WHAT YOU ARE ASKED TO DO: Transcribe the records below. Leave every word as it is.

(Beginning of DATA FOR THIS EXERCISE)

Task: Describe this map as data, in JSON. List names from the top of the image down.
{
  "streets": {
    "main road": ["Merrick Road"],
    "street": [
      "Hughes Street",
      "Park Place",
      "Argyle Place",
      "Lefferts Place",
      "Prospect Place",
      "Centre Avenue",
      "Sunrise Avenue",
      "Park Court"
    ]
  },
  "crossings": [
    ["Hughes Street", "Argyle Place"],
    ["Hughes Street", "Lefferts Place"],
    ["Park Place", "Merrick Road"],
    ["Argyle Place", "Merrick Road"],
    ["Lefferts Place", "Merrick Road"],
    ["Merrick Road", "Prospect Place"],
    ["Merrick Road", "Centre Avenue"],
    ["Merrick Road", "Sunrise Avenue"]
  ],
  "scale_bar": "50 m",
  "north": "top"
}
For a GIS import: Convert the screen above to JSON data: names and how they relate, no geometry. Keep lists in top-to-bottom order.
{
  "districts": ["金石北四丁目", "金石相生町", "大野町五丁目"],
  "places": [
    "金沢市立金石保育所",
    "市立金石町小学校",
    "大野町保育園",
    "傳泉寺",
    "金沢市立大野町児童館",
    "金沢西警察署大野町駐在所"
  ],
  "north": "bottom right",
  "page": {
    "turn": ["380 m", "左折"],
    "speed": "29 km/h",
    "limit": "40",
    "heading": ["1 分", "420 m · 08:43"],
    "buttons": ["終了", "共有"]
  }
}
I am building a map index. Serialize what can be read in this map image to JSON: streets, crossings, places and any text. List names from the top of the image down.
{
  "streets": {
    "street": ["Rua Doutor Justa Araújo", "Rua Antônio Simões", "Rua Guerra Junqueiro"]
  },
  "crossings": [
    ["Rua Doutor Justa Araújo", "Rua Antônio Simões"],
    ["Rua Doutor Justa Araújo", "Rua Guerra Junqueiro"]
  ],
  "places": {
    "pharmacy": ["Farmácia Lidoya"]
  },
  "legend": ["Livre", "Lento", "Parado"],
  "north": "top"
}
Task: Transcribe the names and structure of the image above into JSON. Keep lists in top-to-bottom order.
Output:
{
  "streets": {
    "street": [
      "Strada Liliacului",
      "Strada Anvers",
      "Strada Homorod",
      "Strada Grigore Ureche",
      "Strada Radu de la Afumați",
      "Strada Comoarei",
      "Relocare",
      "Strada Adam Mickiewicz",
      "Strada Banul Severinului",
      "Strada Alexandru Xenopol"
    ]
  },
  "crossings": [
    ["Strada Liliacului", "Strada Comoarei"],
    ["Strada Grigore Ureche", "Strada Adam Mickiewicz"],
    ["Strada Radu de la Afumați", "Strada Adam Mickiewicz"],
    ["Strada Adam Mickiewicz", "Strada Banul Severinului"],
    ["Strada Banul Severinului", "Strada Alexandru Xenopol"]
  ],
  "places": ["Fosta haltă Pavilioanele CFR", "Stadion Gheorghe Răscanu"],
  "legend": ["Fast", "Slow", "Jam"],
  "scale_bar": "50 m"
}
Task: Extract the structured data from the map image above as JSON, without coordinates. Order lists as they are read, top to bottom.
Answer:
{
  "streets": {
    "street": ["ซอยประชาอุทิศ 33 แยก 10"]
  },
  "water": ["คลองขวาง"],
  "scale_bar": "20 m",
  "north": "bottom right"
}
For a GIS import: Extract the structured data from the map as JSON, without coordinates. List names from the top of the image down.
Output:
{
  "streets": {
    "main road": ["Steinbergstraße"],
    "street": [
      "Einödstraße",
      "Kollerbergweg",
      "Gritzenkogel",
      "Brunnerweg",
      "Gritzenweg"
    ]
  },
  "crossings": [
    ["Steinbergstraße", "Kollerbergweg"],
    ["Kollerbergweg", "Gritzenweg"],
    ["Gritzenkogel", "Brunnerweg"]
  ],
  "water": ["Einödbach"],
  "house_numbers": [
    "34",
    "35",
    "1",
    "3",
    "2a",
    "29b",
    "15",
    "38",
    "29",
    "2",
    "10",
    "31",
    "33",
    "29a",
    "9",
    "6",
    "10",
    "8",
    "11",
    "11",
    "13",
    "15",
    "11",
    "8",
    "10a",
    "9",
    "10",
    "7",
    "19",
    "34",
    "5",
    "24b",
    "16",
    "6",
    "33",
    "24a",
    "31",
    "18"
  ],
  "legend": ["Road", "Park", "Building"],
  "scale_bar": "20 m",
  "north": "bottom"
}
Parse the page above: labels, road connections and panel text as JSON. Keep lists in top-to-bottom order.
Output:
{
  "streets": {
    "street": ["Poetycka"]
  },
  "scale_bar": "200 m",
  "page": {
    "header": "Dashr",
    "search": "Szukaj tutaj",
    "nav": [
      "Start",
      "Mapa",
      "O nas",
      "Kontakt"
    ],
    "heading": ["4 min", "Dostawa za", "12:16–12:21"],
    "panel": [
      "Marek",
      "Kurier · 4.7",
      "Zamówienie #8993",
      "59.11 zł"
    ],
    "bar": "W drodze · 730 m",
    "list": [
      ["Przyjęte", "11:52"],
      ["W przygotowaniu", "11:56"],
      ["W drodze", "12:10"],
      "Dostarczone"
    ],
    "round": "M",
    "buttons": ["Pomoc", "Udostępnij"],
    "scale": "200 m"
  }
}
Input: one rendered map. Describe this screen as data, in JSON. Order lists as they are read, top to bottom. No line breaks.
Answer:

(End of DATA FOR THIS EXERCISE)

RESULT:
Task: Describe this map as data, in JSON. List names from the top of the image down.
{
  "streets": {
    "main road": ["Merrick Road"],
    "street": [
      "Hughes Street",
      "Park Place",
      "Argyle Place",
      "Lefferts Place",
      "Prospect Place",
      "Centre Avenue",
      "Sunrise Avenue",
      "Park Court"
    ]
  },
  "crossings": [
    ["Hughes Street", "Argyle Place"],
    ["Hughes Street", "Lefferts Place"],
    ["Park Place", "Merrick Road"],
    ["Argyle Place", "Merrick Road"],
    ["Lefferts Place", "Merrick Road"],
    ["Merrick Road", "Prospect Place"],
    ["Merrick Road", "Centre Avenue"],
    ["Merrick Road", "Sunrise Avenue"]
  ],
  "scale_bar": "50 m",
  "north": "top"
}
For a GIS import: Convert the screen above to JSON data: names and how they relate, no geometry. Keep lists in top-to-bottom order.
{
  "districts": ["金石北四丁目", "金石相生町", "大野町五丁目"],
  "places": [
    "金沢市立金石保育所",
    "市立金石町小学校",
    "大野町保育園",
    "傳泉寺",
    "金沢市立大野町児童館",
    "金沢西警察署大野町駐在所"
  ],
  "north": "bottom right",
  "page": {
    "turn": ["380 m", "左折"],
    "speed": "29 km/h",
    "limit": "40",
    "heading": ["1 分", "420 m · 08:43"],
    "buttons": ["終了", "共有"]
  }
}
I am building a map index. Serialize what can be read in this map image to JSON: streets, crossings, places and any text. List names from the top of the image down.
{
  "streets": {
    "street": ["Rua Doutor Justa Araújo", "Rua Antônio Simões", "Rua Guerra Junqueiro"]
  },
  "crossings": [
    ["Rua Doutor Justa Araújo", "Rua Antônio Simões"],
    ["Rua Doutor Justa Araújo", "Rua Guerra Junqueiro"]
  ],
  "places": {
    "pharmacy": ["Farmácia Lidoya"]
  },
  "legend": ["Livre", "Lento", "Parado"],
  "north": "top"
}
Task: Transcribe the names and structure of the image above into JSON. Keep lists in top-to-bottom order.
Output:
{
  "streets": {
    "street": [
      "Strada Liliacului",
      "Strada Anvers",
      "Strada Homorod",
      "Strada Grigore Ureche",
      "Strada Radu de la Afumați",
      "Strada Comoarei",
      "Relocare",
      "Strada Adam Mickiewicz",
      "Strada Banul Severinului",
      "Strada Alexandru Xenopol"
    ]
  },
  "crossings": [
    ["Strada Liliacului", "Strada Comoarei"],
    ["Strada Grigore Ureche", "Strada Adam Mickiewicz"],
    ["Strada Radu de la Afumați", "Strada Adam Mickiewicz"],
    ["Strada Adam Mickiewicz", "Strada Banul Severinului"],
    ["Strada Banul Severinului", "Strada Alexandru Xenopol"]
  ],
  "places": ["Fosta haltă Pavilioanele CFR", "Stadion Gheorghe Răscanu"],
  "legend": ["Fast", "Slow", "Jam"],
  "scale_bar": "50 m"
}
Task: Extract the structured data from the map image above as JSON, without coordinates. Order lists as they are read, top to bottom.
Answer:
{
  "streets": {
    "street": ["ซอยประชาอุทิศ 33 แยก 10"]
  },
  "water": ["คลองขวาง"],
  "scale_bar": "20 m",
  "north": "bottom right"
}
For a GIS import: Extract the structured data from the map as JSON, without coordinates. List names from the top of the image down.
Output:
{
  "streets": {
    "main road": ["Steinbergstraße"],
    "street": [
      "Einödstraße",
      "Kollerbergweg",
      "Gritzenkogel",
      "Brunnerweg",
      "Gritzenweg"
    ]
  },
  "crossings": [
    ["Steinbergstraße", "Kollerbergweg"],
    ["Kollerbergweg", "Gritzenweg"],
    ["Gritzenkogel", "Brunnerweg"]
  ],
  "water": ["Einödbach"],
  "house_numbers": [
    "34",
    "35",
    "1",
    "3",
    "2a",
    "29b",
    "15",
    "38",
    "29",
    "2",
    "10",
    "31",
    "33",
    "29a",
    "9",
    "6",
    "10",
    "8",
    "11",
    "11",
    "13",
    "15",
    "11",
    "8",
    "10a",
    "9",
    "10",
    "7",
    "19",
    "34",
    "5",
    "24b",
    "16",
    "6",
    "33",
    "24a",
    "31",
    "18"
  ],
  "legend": ["Road", "Park", "Building"],
  "scale_bar": "20 m",
  "north": "bottom"
}
Parse the page above: labels, road connections and panel text as JSON. Keep lists in top-to-bottom order.
Output:
{
  "streets": {
    "street": ["Poetycka"]
  },
  "scale_bar": "200 m",
  "page": {
    "header": "Dashr",
    "search": "Szukaj tutaj",
    "nav": [
      "Start",
      "Mapa",
      "O nas",
      "Kontakt"
    ],
    "heading": ["4 min", "Dostawa za", "12:16–12:21"],
    "panel": [
      "Marek",
      "Kurier · 4.7",
      "Zamówienie #8993",
      "59.11 zł"
    ],
    "bar": "W drodze · 730 m",
    "list": [
      ["Przyjęte", "11:52"],
      ["W przygotowaniu", "11:56"],
      ["W drodze", "12:10"],
      "Dostarczone"
    ],
    "round": "M",
    "buttons": ["Pomoc", "Udostępnij"],
    "scale": "200 m"
  }
}
Input: one rendered map. Describe this screen as data, in JSON. Order lists as they are read, top to bottom. No line breaks.
Answer:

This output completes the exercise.